The moves were part of an effort to vacate the convictions of Native Americans prosecuted, convicted, and sentenced in Oklahoma’s state courts. The court’s 5-4 landmark ruling Thursday in the Muscogee (Creek) Nation case means that Oklahoma prosecutors lack the authority to pursue criminal cases against American Indian defendants in the eastern half of Oklahoma that includes most of Tulsa, the state’s second-largest city.
After the Creek ruling, justices vacated the convictions of Joe Johnson Jr., who had been serving a life sentence for a fatal shooting in Seminole County, and Travis Wayne Bailey, who had been serving 36 years in prison for killing a man in a vehicular crash while Bailey was high on methamphetamine. They and two convicted sex offenders have won new trials, The Oklahoman reported.

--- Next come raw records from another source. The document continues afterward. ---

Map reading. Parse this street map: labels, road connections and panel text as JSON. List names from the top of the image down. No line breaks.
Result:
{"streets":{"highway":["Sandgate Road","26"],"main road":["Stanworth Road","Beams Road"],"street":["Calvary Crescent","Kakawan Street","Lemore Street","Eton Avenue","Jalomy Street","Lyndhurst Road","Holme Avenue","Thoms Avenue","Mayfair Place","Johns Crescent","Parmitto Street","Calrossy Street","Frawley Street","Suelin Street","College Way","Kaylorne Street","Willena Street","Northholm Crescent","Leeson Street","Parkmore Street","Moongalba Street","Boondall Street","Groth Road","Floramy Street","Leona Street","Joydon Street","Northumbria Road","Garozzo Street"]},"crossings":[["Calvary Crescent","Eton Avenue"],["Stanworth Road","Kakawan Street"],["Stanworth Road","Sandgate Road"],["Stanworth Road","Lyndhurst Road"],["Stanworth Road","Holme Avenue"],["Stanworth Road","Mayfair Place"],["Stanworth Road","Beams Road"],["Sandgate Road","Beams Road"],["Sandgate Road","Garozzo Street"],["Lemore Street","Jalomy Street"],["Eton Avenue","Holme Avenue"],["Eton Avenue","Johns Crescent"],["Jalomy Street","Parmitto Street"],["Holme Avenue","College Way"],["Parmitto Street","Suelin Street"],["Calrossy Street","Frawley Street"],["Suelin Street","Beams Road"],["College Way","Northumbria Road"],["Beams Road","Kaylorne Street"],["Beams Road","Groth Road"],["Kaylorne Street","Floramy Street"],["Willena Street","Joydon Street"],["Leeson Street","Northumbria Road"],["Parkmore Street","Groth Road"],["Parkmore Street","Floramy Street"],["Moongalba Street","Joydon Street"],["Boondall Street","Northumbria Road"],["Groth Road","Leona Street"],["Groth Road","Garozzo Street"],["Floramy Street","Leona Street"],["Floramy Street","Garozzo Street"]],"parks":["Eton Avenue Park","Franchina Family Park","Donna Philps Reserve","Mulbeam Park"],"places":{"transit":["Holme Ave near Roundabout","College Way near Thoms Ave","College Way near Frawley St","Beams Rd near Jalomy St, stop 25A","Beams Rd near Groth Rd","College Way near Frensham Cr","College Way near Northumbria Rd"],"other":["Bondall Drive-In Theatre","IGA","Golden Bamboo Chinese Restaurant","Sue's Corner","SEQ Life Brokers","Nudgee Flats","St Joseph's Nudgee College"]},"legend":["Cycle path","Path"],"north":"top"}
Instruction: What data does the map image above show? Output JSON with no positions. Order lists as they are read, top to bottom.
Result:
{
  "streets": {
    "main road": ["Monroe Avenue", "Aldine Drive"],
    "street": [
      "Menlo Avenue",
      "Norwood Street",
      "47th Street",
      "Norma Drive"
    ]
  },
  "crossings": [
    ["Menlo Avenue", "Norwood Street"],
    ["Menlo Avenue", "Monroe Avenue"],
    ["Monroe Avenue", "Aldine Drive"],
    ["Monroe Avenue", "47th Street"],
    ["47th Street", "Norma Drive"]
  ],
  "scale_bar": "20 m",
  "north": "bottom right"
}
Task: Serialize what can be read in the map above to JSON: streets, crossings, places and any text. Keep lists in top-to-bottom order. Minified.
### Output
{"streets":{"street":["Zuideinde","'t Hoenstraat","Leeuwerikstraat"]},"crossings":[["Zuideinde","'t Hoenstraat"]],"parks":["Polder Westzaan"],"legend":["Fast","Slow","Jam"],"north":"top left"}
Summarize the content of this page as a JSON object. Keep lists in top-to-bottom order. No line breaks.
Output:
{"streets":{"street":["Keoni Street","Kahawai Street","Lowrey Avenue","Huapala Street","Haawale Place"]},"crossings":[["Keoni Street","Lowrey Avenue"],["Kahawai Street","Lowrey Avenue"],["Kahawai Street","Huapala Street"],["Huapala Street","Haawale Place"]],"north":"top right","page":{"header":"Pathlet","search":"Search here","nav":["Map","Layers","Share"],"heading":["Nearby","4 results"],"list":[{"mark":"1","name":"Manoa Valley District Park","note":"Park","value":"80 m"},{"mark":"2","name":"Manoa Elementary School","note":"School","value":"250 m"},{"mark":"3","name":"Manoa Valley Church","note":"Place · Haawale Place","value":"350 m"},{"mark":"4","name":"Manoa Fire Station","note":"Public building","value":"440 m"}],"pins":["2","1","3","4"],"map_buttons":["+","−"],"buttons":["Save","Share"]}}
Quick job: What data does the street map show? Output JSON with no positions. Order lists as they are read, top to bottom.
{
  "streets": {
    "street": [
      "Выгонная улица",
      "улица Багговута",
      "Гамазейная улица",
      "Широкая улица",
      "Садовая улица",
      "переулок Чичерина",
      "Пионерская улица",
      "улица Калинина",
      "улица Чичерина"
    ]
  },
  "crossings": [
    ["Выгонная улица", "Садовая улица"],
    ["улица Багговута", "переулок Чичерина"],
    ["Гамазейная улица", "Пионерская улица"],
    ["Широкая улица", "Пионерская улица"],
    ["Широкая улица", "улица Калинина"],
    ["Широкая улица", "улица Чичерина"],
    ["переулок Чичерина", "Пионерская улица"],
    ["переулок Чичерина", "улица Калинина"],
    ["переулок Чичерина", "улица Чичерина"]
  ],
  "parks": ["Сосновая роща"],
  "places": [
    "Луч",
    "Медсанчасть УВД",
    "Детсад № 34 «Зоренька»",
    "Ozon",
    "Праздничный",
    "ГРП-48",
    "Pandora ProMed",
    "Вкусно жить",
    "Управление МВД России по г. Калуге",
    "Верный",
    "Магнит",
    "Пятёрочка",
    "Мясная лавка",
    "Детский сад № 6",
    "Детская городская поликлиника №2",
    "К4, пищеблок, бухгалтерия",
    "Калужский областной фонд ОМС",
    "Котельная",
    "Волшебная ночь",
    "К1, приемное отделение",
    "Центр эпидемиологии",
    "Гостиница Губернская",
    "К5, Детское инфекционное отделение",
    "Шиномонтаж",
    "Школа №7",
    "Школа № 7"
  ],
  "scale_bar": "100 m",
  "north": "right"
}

Justices had delayed action on the four appeals until handing down their Creek ruling involving Jimcy McGirt, 71, who is serving a 500-year prison sentence for child molestation. He could be retried in federal court, as could Patrick Murphy, who was convicted of killing a fellow tribe member in 1999 and sentenced to death.
However, Murphy would not face the death penalty in federal court for a crime in which prosecutors said he mutilated the victim and left him to bleed to death on the side of a country road.
Justices concluded that Congress had never officially terminated the reservations’ autonomy before combining what had been the Indian and Oklahoma territories into the state of Oklahoma in 1907, leaving the federal courts in charge of judging and punishing crimes on the reservations.